# three angled boards



## shilothree (May 19, 2013)

I have 3 angled 3/4" pieces of plywood at approx. 22" high x 12" wide.
first piece angled at 30 dgrees left side and 15 degrees right side. One middle piece is angled 
at 15 degrees both sides, and third piece angled at 15 degrees left side and right side 30 degrees.

Any suggestions how to clamp and glue these 3 sections. I do not have a kreg pocket hole jig.
Some suggestions about brad stapler etc. Very difficult with these angles. I have tried blocks cut
to these angles to clamp. No. luck. Haven't started the cabinet just yet until I hear your suggestion.
I have never used a Kreg Poket hole jig either. 
certainly could use some expert advice and help in my dilemma.
Thanks 
LOUIS PETROLIA


----------



## jerryminer (Jun 15, 2014)

I THINK you are talking about an arrangement like this pic (flat angles, not beveled edges). Tack together some scraps to get a place for clamps to get a good purchase.


----------



## RogerM (Oct 31, 2011)

Louis - From your description I have no idea of what you are trying to clamp up. A few pointers that might help though:

First, butt joints rarely work very well for plywood. If you are doing butt joints some splines or biscuits will help in securing a joint of reasonable strength.

Second, If you are doing butt joints, some fine dry sand sprinkled on the glue between the joining surfaces will reduce the slippage and help in clamping procedures.

Third, If you are going to do some cabinetry invest in one of the more inexpensive pocket hole jigs such as http://www.rockler.com/mini-kreg-jig-pocket-hole-kit. It will save you a lot of grief and time and will pay for itself in a short amount of time.

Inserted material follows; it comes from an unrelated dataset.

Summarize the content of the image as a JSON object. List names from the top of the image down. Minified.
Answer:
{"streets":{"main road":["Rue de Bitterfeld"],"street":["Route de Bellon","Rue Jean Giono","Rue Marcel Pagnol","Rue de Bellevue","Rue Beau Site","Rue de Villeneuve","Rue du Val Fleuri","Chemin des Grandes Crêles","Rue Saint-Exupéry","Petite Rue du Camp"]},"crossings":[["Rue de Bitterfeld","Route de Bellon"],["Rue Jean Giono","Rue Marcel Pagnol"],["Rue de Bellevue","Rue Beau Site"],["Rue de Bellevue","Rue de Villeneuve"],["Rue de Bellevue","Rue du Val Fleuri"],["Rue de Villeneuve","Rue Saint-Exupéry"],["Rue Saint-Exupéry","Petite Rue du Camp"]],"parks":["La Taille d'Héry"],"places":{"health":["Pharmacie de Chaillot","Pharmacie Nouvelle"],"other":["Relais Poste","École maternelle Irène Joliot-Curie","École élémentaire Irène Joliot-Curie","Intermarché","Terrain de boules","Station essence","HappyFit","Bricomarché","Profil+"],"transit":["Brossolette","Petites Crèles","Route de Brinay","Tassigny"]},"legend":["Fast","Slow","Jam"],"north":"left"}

I hope this has been of some help. Good luck on your project.


----------



## shilothree (May 19, 2013)

Thanks Roger
This is not what I am looking for. I am looking for beveled edges. You will note that I indicated the
different degrees on the edges of the 3 pieces. Not angles as you have shown. Sorry I am not too
clear. I do not know how to show a sketch as you indicated. I am not a computer guru. If I was 
able to show you, I could sketch a top view to show you the beveled joints as previously indicated.
Thanks again Roger

LOUIS


----------



## waho6o9 (May 6, 2011)

Please sketch a top view Louis, thanks.










I'm guessing it's a base of some sort?


----------



## shilothree (May 19, 2013)

Sorry waho609 As I indicated to Roger. I do not know how to sketch on the computer. I am not that
great on the computer. I can only do basics. Rockler.com shows a curved view with a Kreg pocket hole 
jig. Gives you an idea what I am talking about.

LOUIS PETROLIA


----------



## waho6o9 (May 6, 2011)

Just sketch it on paper


----------



## waho6o9 (May 6, 2011)

Something like this?


----------



## shilothree (May 19, 2013)

waho609
It is not a base. This is a cabinet. As indicated each piece is 12" wide x 22" high. You are showing
a basic joint using angled cuts which is not exactly what I am asking. I am using authentic butt joints
similar to a joint you would use if something was 30 degrees and two boards to match up properly
would be 15 degrees each. That is an authentic bevel. It is basically a corner type cabinet with
angles in the rear of the cabinet.
Thanks anyway guys. I have searched over the internet for this info. Cannot find any info at all
where someone understands this type of jointing. 
LOUIS PETROLIA


----------



## waho6o9 (May 6, 2011)

Use a domino










http://www.leevalley.com/us/wood/page.aspx?p=70643&cat=1,43838


----------



## Daruc (Apr 20, 2015)

Cut your angles, lay them flat and put them together with the points touching each other. Use 2 or 3 strips of masking tape down the seam. Turn the pcs over, put glue into the joints, then close them up. Your tape will be the clamp. All you have to do is run some tape or a clamp from side to side to keep your joint from coming back open until your glue dries.

I've never done this myself, but I heard it works real good if you do it right.


----------



## AlaskaGuy (Jan 29, 2012)

I'm confused. Does angled mean mitered?


----------



## Kazooman (Jan 20, 2013)

There seems to be a lot of confusion as to just what Louis is trying to glue up.

Drawing skills aside, a picture is worth a lot. How about propping up the pieces approximately like they need to be, or getting a helper to hold them, and taking a picture? If you post one I bet you will get several good solutions for your problem.


----------



## AlaskaGuy (Jan 29, 2012)

> Cut your angles, lay them flat and put them together with the points touching each other. Use 2 or 3 strips of masking tape down the seam. Turn the pcs over, put glue into the joints, then close them up. Your tape will be the clamp. All you have to do is run some tape or a clamp from side to side to keep your joint from coming back open until your glue dries.
> 
> I ve never done this myself, but I heard it works real good if you do it right.
> 
> ...


That technique is commonly called "miter folding".


----------



## jerryminer (Jun 15, 2014)

One more try. Are you making something like THIS pic?? You should still be able to put together some clamping blocks from scrap. Splines will also help.


----------



## waho6o9 (May 6, 2011)

jerryminer for the win!


----------



## shilothree (May 19, 2013)

Yes waho609. This is the idea. However, the angled or mitered part which you show in front will be
at the rear. There will be a space in the rear because there will be 2 more sides to be added. This is
where the two extra sides will be mitered at 30 degrees and the 3 pieces will be at 15 degrees.
It seems so far that the Kreg pocket hole jig would be faster and stronger joints.
Want to thank everyone for sharing all their information.
LOUIS PETROLIA


----------



## Ghidrah (Jan 20, 2015)

I'd run cleats top to bottom and glue or screw them in place. Even biscuits in ply end grain, (unless it cabinet grade), I don't know.


----------